What this task involves: From the entries below, copy every line holding the word "canvas".
--- Recorded data ---
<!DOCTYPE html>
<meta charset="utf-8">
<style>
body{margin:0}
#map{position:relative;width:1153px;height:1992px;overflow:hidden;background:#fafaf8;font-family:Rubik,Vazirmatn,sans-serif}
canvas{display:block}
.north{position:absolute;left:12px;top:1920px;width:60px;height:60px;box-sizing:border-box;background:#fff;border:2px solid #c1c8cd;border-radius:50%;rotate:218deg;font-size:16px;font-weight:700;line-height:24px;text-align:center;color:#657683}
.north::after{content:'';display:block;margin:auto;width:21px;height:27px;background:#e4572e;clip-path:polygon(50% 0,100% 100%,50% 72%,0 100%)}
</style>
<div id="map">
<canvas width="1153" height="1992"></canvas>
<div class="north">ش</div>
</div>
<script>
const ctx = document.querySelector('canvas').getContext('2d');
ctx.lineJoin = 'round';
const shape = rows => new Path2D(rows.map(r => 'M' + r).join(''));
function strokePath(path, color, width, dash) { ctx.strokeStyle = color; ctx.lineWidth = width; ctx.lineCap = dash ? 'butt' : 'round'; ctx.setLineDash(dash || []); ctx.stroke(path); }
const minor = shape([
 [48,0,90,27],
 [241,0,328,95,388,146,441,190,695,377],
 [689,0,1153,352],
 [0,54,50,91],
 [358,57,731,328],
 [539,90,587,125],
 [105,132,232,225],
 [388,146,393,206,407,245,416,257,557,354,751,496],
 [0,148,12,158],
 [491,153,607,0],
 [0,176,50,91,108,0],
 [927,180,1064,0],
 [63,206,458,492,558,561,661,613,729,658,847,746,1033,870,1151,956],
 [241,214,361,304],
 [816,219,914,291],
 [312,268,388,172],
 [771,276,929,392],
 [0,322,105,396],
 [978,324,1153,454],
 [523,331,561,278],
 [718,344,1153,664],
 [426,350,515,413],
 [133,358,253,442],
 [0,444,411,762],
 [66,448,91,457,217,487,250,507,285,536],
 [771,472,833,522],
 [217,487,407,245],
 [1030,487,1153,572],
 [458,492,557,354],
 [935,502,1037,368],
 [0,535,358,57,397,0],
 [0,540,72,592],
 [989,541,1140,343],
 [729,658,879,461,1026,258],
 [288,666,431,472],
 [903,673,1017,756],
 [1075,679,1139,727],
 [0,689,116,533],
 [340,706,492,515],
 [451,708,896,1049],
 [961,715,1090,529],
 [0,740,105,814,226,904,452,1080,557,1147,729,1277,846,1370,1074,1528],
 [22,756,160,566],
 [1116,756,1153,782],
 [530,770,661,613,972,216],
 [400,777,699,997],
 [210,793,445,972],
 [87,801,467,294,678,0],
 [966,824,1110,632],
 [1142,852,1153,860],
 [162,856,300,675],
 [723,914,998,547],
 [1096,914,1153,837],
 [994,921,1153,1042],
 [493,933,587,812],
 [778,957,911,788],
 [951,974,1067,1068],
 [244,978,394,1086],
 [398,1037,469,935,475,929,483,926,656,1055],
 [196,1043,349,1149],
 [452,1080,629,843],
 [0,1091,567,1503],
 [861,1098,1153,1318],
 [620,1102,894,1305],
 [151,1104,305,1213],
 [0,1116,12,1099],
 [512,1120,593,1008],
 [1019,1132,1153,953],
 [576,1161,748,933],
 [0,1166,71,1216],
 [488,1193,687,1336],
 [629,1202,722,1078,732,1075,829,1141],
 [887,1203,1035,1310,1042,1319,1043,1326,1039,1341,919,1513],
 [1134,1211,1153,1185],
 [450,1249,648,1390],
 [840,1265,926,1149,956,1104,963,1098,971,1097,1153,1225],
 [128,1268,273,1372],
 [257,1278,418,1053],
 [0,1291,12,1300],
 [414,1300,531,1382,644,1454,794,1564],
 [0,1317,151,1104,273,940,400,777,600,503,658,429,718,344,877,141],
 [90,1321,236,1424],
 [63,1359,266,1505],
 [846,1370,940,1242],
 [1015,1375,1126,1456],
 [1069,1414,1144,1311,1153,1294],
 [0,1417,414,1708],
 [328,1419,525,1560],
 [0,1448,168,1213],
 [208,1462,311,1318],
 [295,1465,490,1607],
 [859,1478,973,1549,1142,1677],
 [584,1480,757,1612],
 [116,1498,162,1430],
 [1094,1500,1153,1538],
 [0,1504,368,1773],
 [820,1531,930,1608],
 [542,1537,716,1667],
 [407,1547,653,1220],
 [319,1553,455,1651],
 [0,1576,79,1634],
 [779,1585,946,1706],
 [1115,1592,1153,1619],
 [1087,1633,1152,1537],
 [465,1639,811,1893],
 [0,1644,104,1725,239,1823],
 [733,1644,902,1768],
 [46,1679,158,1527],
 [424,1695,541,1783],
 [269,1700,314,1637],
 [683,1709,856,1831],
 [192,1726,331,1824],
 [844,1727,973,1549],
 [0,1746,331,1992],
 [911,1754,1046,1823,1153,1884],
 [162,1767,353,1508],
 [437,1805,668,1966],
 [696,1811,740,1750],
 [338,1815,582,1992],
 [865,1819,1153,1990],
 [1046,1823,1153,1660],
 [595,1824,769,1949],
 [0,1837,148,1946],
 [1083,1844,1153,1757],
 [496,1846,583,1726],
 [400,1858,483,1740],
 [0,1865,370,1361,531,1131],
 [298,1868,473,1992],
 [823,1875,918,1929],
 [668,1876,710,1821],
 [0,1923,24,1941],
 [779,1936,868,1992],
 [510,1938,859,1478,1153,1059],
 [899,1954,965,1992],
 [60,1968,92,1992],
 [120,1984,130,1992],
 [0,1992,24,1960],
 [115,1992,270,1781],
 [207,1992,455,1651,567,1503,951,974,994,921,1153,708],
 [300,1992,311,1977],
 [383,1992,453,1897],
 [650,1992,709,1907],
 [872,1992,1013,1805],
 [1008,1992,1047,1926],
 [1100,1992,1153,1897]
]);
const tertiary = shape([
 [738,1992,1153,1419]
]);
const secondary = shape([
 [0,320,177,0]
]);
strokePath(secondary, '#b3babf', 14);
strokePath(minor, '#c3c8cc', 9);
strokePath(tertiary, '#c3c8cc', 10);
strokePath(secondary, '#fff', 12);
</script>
---
Completed task:
canvas{display:block}
<canvas width="1153" height="1992"></canvas>
const ctx = document.querySelector('canvas').getContext('2d');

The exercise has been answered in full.